Have Chavez-Ortega Outflanked the U.S.?

Monday, June 8, 2009
From Ambassador G. Phillip Hughes in The Washington Times:

Mr. Obama's approach to Cuba policy so far highlights two critically important issues. First is Cuba's appalling record on democracy and human rights. Respect for those values is supposed to be defining for OAS members. The Castro brothers' dictatorship remains undiluted. Democracy and human rights activists there are rounded up regularly and imprisoned. And Cuba continues to flagrantly violate the Inter-American Human Rights Charter as well as the U.N. Covenants on Civil and Political Rights and on Economic, Social and Cultural Rights that it only just signed in February of last year.

Why the sudden urgency of readmitting Cuba to the OAS? It's time for "change" - and Mr.

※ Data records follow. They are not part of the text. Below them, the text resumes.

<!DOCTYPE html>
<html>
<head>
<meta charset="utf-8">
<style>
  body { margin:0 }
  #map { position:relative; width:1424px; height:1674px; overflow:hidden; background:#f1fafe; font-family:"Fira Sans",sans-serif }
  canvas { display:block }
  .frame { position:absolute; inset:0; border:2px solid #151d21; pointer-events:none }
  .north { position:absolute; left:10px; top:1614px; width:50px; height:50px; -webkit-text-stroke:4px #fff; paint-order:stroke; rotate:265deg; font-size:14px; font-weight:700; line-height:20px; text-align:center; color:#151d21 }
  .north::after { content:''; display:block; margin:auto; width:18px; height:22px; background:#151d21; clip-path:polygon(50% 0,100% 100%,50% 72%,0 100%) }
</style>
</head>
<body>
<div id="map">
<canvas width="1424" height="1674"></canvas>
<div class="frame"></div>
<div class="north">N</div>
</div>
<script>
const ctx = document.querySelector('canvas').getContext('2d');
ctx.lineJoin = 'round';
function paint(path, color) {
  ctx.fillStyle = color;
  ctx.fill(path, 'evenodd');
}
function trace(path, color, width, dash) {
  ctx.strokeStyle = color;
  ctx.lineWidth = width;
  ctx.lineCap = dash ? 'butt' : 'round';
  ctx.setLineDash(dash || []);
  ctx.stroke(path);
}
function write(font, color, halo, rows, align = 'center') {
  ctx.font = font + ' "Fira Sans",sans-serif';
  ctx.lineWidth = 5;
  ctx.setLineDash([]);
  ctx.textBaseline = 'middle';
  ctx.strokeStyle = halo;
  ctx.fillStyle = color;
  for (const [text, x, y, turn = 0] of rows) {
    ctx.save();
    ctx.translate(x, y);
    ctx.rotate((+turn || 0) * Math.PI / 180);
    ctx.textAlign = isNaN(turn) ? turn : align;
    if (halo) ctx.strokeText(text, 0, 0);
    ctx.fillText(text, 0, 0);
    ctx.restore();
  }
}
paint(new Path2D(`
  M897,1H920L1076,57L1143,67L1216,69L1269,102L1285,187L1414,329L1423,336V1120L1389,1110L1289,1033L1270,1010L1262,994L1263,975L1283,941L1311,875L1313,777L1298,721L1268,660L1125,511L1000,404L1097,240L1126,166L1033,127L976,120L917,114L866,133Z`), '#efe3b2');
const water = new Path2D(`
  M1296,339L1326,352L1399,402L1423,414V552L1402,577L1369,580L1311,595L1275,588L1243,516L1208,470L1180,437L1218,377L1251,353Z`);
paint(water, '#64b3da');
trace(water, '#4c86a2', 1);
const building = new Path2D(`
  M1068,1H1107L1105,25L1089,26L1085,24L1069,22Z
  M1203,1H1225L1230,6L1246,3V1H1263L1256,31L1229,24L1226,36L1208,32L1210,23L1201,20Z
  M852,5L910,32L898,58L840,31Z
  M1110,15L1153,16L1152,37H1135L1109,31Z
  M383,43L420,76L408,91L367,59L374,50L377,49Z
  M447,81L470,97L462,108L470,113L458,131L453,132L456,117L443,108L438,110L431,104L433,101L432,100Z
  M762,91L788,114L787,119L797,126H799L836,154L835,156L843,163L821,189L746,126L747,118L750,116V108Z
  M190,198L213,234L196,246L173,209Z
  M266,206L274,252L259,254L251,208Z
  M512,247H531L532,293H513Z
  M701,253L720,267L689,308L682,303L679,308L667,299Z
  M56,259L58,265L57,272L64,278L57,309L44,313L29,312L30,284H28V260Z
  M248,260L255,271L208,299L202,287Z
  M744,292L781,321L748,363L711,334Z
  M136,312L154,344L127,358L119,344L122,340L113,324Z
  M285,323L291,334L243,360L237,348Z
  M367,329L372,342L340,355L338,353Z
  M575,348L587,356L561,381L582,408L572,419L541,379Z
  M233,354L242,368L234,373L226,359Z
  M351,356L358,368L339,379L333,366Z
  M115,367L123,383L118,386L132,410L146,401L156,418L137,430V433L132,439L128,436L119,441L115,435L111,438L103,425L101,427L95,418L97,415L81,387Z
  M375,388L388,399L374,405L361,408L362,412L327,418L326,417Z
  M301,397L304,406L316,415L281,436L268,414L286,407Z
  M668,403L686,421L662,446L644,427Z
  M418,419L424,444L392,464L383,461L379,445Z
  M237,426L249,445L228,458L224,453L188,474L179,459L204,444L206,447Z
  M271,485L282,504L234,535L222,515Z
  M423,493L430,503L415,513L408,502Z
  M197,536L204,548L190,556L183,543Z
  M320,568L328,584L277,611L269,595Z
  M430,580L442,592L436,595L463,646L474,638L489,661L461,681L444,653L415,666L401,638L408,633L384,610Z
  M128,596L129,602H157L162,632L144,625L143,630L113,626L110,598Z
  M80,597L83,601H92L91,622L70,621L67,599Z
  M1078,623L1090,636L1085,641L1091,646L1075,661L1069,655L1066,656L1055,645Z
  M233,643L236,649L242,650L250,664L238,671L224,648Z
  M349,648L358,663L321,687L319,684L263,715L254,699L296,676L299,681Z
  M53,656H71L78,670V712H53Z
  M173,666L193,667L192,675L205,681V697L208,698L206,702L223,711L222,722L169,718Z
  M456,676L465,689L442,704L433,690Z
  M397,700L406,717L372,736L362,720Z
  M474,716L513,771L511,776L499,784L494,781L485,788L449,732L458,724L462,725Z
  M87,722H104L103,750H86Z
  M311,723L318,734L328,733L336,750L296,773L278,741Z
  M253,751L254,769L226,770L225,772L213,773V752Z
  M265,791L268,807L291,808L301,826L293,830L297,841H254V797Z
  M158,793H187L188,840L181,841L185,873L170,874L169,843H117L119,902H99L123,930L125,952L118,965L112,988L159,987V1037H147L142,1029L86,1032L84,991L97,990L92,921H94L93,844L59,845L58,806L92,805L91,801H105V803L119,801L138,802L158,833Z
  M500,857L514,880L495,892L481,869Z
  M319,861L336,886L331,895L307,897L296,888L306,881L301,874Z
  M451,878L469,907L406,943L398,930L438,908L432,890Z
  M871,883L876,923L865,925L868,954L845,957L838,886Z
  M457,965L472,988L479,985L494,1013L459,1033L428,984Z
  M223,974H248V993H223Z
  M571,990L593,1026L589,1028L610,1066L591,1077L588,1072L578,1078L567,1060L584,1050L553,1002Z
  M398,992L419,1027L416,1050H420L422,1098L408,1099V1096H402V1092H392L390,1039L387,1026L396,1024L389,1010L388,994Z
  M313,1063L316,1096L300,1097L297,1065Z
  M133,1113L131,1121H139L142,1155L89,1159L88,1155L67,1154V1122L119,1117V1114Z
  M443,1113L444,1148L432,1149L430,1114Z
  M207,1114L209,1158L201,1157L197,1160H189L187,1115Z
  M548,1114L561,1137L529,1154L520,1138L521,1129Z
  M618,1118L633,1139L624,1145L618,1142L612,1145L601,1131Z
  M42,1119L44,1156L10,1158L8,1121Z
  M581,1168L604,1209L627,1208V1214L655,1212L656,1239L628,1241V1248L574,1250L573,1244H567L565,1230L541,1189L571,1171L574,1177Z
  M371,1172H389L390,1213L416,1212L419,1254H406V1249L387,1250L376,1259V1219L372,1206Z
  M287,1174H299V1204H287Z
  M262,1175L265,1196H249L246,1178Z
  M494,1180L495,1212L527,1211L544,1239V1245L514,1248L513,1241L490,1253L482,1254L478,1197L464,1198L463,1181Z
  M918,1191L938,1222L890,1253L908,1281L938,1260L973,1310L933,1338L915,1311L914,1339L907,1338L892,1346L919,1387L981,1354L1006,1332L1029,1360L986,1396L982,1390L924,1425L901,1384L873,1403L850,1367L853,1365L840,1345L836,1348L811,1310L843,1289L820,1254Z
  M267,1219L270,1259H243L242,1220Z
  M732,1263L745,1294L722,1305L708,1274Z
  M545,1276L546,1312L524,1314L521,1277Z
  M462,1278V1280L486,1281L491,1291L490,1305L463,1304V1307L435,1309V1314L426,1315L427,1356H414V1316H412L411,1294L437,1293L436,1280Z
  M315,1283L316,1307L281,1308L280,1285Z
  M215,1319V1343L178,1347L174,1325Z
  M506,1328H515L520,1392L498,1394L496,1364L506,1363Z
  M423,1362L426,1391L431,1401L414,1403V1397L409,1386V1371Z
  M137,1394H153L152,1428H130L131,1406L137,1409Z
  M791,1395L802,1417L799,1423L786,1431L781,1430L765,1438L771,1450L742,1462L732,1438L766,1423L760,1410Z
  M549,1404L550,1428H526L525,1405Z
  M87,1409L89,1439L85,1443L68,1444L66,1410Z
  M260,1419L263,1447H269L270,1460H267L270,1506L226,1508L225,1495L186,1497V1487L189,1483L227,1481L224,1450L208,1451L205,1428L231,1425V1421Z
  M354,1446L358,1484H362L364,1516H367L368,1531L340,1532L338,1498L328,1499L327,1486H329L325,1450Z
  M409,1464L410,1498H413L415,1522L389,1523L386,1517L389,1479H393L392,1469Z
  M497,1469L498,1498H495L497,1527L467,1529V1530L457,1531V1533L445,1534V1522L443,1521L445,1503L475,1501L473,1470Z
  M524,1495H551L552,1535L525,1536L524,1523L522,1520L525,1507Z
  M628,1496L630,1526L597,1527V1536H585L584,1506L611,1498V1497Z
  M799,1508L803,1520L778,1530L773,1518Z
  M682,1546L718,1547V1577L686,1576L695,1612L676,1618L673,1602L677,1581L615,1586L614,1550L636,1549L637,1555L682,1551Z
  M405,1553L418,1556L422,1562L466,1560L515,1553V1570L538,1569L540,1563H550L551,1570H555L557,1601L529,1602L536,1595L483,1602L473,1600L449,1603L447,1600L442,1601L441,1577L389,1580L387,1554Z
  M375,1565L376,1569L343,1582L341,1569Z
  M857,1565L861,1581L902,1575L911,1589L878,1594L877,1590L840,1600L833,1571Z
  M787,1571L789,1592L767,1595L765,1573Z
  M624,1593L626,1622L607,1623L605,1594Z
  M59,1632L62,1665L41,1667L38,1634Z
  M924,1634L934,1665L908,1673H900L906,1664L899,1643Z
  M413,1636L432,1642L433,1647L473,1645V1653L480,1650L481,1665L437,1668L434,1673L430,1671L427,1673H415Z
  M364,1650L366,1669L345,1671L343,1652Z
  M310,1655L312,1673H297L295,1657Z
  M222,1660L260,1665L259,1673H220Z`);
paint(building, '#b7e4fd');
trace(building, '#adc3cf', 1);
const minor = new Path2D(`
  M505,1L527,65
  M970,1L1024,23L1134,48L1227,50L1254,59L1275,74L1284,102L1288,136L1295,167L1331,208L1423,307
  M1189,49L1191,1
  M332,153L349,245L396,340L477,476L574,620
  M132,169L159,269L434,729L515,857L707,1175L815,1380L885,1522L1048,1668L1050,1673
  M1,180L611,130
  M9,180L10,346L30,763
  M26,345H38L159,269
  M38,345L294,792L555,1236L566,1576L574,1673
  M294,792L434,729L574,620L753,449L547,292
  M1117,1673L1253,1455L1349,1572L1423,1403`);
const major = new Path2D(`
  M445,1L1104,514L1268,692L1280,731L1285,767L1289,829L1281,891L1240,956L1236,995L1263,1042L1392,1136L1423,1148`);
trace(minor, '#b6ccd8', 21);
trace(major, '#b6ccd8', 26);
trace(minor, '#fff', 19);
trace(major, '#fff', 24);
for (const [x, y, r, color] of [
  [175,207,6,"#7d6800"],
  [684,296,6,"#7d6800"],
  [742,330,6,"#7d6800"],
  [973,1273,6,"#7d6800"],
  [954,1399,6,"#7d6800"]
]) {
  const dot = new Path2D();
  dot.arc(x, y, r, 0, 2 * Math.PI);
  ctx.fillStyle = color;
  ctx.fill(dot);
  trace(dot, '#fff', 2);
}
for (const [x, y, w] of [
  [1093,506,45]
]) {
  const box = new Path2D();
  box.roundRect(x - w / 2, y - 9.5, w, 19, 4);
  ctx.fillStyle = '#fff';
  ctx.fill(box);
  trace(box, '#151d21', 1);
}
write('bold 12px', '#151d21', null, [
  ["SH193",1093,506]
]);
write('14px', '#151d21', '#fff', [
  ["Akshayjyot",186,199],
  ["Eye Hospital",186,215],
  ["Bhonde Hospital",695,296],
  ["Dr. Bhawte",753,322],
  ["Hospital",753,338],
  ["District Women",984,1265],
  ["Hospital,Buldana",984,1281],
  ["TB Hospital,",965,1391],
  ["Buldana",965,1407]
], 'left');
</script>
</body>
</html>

Obama's is the first U.S. administration that has seemed likely to acquiesce, even if it would prefer to do so by degrees.

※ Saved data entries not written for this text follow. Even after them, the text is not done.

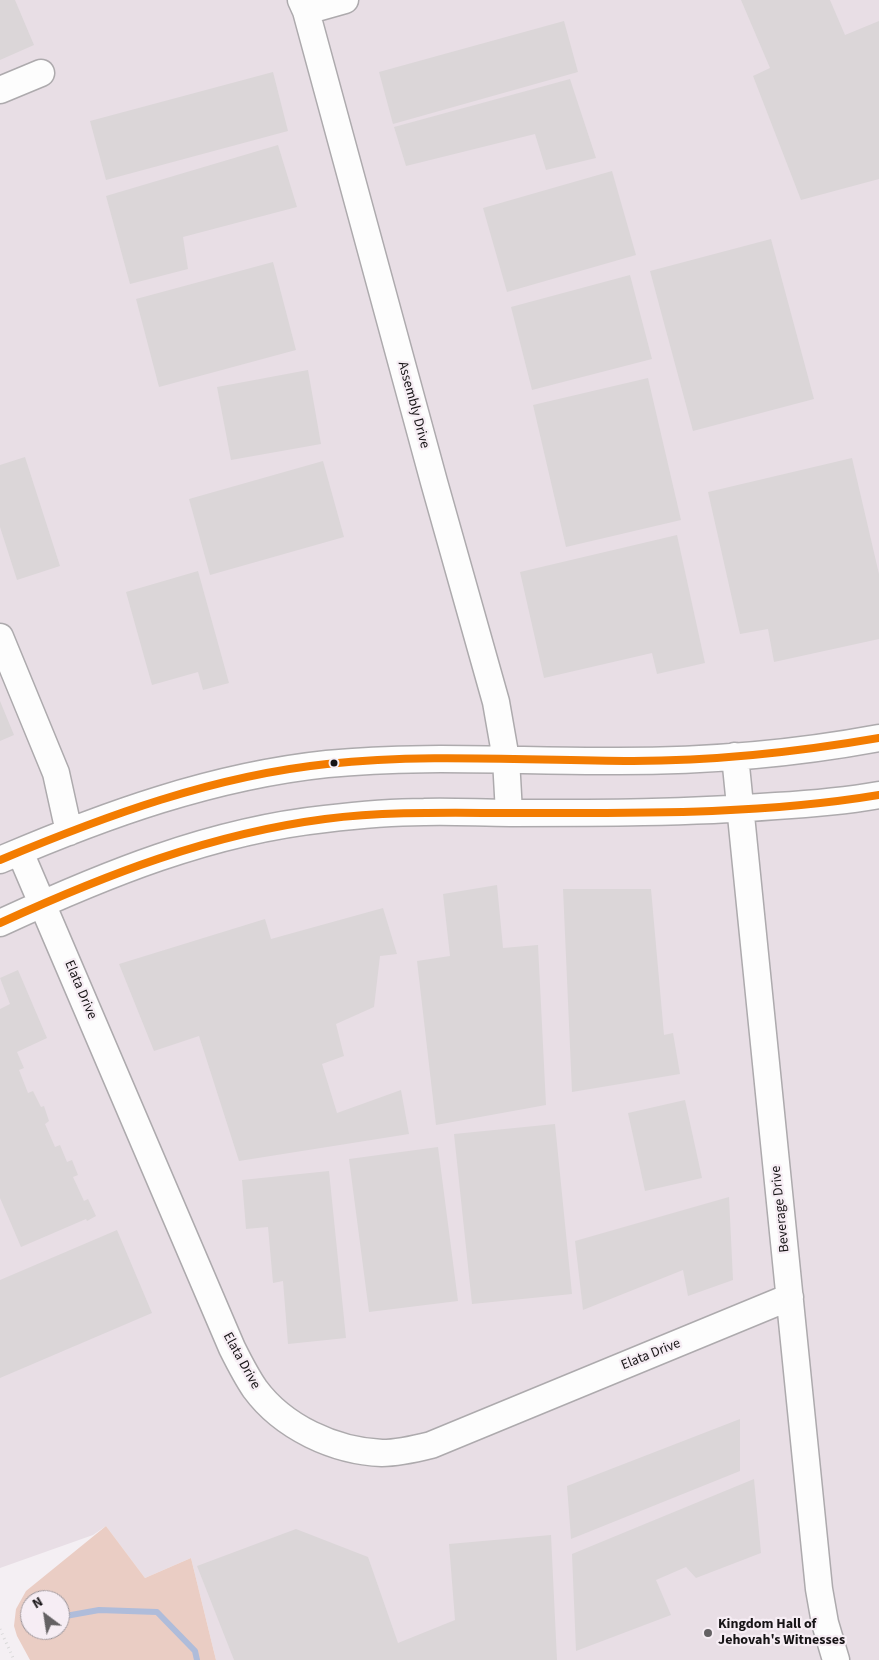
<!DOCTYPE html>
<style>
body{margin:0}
#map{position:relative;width:879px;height:1660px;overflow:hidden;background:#f4eff3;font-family:"Source Sans 3",sans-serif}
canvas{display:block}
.north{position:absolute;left:20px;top:1590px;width:50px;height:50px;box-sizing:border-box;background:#f6edf4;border:1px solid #9d969b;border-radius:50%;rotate:329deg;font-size:14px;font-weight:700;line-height:20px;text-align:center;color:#171416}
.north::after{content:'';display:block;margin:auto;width:18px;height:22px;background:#646163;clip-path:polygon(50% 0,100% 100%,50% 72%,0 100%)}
</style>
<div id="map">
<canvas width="879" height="1660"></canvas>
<div class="north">N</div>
</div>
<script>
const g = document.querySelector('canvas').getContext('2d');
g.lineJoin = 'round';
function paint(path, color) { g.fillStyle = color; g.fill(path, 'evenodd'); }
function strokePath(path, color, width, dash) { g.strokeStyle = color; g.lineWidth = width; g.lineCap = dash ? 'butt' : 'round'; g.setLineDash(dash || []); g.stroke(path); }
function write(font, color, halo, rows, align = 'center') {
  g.font = font + ' "Source Sans 3",sans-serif'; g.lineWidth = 4.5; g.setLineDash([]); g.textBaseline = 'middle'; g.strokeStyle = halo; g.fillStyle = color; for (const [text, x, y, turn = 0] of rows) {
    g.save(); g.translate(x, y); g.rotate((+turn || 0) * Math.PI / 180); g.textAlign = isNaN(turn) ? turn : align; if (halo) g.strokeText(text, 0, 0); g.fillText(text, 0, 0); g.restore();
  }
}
const built = new Path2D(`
 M0,0H879V1660H216L191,1558L145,1578L106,1526L93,1535L0,1568Z`);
const green = new Path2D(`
 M106,1526L145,1578L191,1558L216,1660H30L17,1636L14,1626L16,1609L26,1591ZM30,1600H60V1630H30Z`);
const stream = new Path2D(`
 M60,1617L99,1610L157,1612L195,1651L197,1660`);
const building = new Path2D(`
 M0,0H15L34,45L0,60Z
 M741,0H830L845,35L879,21V179L801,200L753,76L770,68Z
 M564,21L578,72L393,124L379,72Z
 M273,72L288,131L106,180L90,121Z
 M570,79L596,158L546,170L535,134L406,166L394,127Z
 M278,145L297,207L183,237L188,269L130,284L106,196Z
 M612,171L636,255L507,292L483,208Z
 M771,239L814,399L693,431L650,271Z
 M273,262L296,350L159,387L136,299Z
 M630,275L652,359L532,390L511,307Z
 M308,370L321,444L231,460L217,387Z
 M648,378L681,520L566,547L533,405Z
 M25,457L60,566L17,580L0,527V465Z
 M852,458L879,574V639L774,662L768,629L740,634L708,492Z
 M323,461L344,537L210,575L189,499Z
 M677,535L705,663L657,674L652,653L544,678L520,572Z
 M198,571L229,683L203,690L198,672L152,685L126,592Z
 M0,701L14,735L0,741Z
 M497,885L503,948L538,945L546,1105L436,1125L417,961L450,956L443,894Z
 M563,889H651L664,1035L673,1033L680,1074L572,1092Z
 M383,908L397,954L380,956L374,1007L336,1024L344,1056L322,1064L337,1113L401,1090L409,1134L239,1161L199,1036L154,1051L119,964L265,919L271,939Z
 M18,970L47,1038L17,1052L24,1068L19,1070L28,1093L33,1091L41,1107L44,1106L49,1121L45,1124L55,1147L60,1145L67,1162L72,1160L78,1175L73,1177L84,1201L88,1199L96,1216L87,1221L86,1219L21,1247L0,1198V1009L10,1004L0,978Z
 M685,1100L702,1178L645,1191L628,1113Z
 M555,1124L572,1294L472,1304L454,1134Z
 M438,1147L458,1301L369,1312L349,1159Z
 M329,1171L346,1338L288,1344L283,1281L273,1283L268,1227L246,1229L242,1180Z
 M729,1197L733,1280L688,1296L683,1270L583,1310L575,1241Z
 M117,1230L152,1313L0,1378V1280Z
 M740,1419V1471L571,1539L567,1486Z
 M754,1479L761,1553L696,1578L686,1567L656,1580L671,1615L576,1651L572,1554Z
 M296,1529L368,1557L398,1643L455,1620L449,1544L551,1535L557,1660H234L197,1566Z`);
const path = new Path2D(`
 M0,1629L14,1660`);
const minor = new Path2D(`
 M301,0L306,11L434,482L496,702L506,759L509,813
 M306,11L345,0
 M0,90L41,73
 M0,637L56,773L69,832
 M735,756L819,1589L825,1623L836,1660
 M20,852L232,1348C239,1362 246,1376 255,1389C283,1427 334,1451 382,1453C398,1453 415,1449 431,1445L790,1297
 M0,860C105,815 213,776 327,764C418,755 510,761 601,761C694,762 788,755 879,738
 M0,923C104,875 211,831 325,819C358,815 391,812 424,812C453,811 481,813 510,813C599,813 687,813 776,806C810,804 845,801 879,795`);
const bus1 = new Path2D(`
 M0,860C105,816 213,776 327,764C428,753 531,761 633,761C716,761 798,752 879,738
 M0,923C105,875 210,834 325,819C388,811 451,813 514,813C635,813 759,815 879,795`);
const markers = [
 [334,763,4.5,"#171416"],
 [708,1633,5,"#646163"]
];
const streetNames = [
 ["Assembly Drive",413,405,75],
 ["Elata Drive",80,990,67],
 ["Beverage Drive",781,1209,-96],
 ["Elata Drive",651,1355,-22],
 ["Elata Drive",241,1361,61]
];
const poiNames = [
 ["Kingdom Hall of",718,1625],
 ["Jehovah's Witnesses",718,1641]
];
paint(built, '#e8dee5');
paint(green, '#eacdc4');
strokePath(stream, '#afbcda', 6);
paint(building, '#dbd6d8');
strokePath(minor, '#adaaad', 29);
strokePath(path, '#dad9da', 3, [1, 4]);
strokePath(minor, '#fdfdfd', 26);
strokePath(bus1, '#f37c01', 8);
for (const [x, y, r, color] of markers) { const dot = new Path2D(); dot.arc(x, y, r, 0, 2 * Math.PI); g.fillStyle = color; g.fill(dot); strokePath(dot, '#f6edf4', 2); }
write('14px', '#171416', '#f6edf4', streetNames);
write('bold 14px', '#171416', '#f6edf4', poiNames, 'left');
</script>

Second, why is the United States so completely on the diplomatic defensive on the Cuba issue? After all, Cuba has far more - and far more obvious - skeletons in its closet, literally, than does the United States. Why have Mr. Obama and his putative A-Team of national-security experts allowed themselves to be outflanked regularly and predictably by Cuba's supporters and apologists, dictating the agenda and forcing the administration's hand? A more conventional U.S. administration would be embarrassed and put on its guard by such encounters. But perhaps the Obama administration doesn't really mind being stampeded by the likes of Mr. Chavez and Mr. Ortega into relenting 50 years of U.S. resistance to the Castro brothers' brutal dictatorship.

G. Philip Hughes, senior director of the White House Writers Group, has served as director for Latin American Affairs and, later, executive secretary of the National Security Council and as U.S. ambassador in Barbados and the Eastern Caribbean.